I suppose I should make some sort of concerted effort
to be a better real estate agent. I suppose I should go to “round-table”
discussions, and REBNY classes, and schmooze at “power broker” events, and try
to make some goddamn money so I can have that coconut beverage and salt air vacation
and my own apartment and a good credit score. Fuck my life. I feel like Henry
Chinaski in Bukowski’s Post Office – “With
everything on the line and no way out, you don’t even think about it” –
I need
to make money to change my life to something better, or so I thought. Maybe I
am going about it all wrong. I am
going about it all wrong. I have been for twenty years or more.
This October I
will have been living in New York City for twenty years. Fresh out of grad
school, after working a summer camp job as the theater program director and
then travelling for several weeks throughout the country camping and fighting
with my boyfriend, I landed here with three hundred and fifty bucks and a an
offer to crash on my friends’ couch in Jersey City until I found a room to
rent.
Twenty years and twenty jobs later, I am renting a room in Bushwick and
as scared walking home late at night as I was walking to my friends’ place in
Jersey City in 1993.
The happiest time I
had in these past two decades was when I was touring with Charlotte’s Web in a ten-cylinder van and sleeping in Econolodges
and Knights Inns in places like Fort Smith, Arkansas and Zanesville, Ohio. I
was a working actress. I was making three-fifty a week (that magic number
again) and thirty bucks a day for food and lodging, and I got to see the
country and had a boyfriend on tour who whispered “I love you” for the first
time while we danced to Unchained Melody
at a gay/lesbian bar in Indianapolis. I was twenty-nine and sure that I was on my
way to a career in theater and a love that would finally stick.
I am not defeated.
I am not pessimistic. I am cursed with hope, with dreams, with the never-ending
determination that I will prevail and succeed as an artist, if not at love. I am afflicted with
the lifelong condition of needing to communicate, to share, to touch and be
touched by the process of making theater and connecting with people; whether it's through acting, stand-up, storytelling or whatever.

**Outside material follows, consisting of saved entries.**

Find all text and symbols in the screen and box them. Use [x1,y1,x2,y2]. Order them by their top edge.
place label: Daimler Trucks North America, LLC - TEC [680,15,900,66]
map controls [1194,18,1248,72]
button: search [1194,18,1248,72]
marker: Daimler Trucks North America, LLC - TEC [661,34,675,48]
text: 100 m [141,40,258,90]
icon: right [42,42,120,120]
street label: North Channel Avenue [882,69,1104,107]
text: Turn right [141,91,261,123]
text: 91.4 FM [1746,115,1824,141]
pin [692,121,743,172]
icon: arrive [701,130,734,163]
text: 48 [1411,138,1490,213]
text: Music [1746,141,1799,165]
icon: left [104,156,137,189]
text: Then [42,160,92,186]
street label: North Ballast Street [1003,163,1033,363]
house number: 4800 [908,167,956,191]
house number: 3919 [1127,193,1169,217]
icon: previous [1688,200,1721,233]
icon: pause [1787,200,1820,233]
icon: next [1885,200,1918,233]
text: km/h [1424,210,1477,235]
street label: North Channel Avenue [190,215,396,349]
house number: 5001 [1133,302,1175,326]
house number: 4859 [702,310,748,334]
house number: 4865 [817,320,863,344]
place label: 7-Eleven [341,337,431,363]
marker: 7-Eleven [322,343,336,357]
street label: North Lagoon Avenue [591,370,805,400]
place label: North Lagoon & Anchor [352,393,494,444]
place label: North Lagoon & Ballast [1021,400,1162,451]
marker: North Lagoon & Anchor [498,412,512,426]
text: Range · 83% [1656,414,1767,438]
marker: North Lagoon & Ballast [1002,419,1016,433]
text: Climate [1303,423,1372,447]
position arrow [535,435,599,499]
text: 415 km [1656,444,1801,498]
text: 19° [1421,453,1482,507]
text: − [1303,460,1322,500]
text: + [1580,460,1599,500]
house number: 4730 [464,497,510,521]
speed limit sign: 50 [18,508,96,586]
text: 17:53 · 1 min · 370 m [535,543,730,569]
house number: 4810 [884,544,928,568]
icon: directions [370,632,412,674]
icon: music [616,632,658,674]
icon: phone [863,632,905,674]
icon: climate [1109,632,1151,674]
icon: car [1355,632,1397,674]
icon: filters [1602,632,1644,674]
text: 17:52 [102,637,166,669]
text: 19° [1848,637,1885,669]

I often recite this dressing room backstage exchange between Thereza (Claire Bloom) and Calvero (Charlie Chaplin) from Chaplin’s
Limelight to those who question the wisdom of my choice to continue this creative life pursuit:
Terry: Well, whatever happens, there's always that little home in the country.
Calvero: This is my home. Here.
Terry: I thought you hated the theater.
Calvero: [soft laugh] I do. I also hate the sight of blood, but it's in my veins.
It’s in my
veins.
God help me.
"But it's in my veins." Ah yes...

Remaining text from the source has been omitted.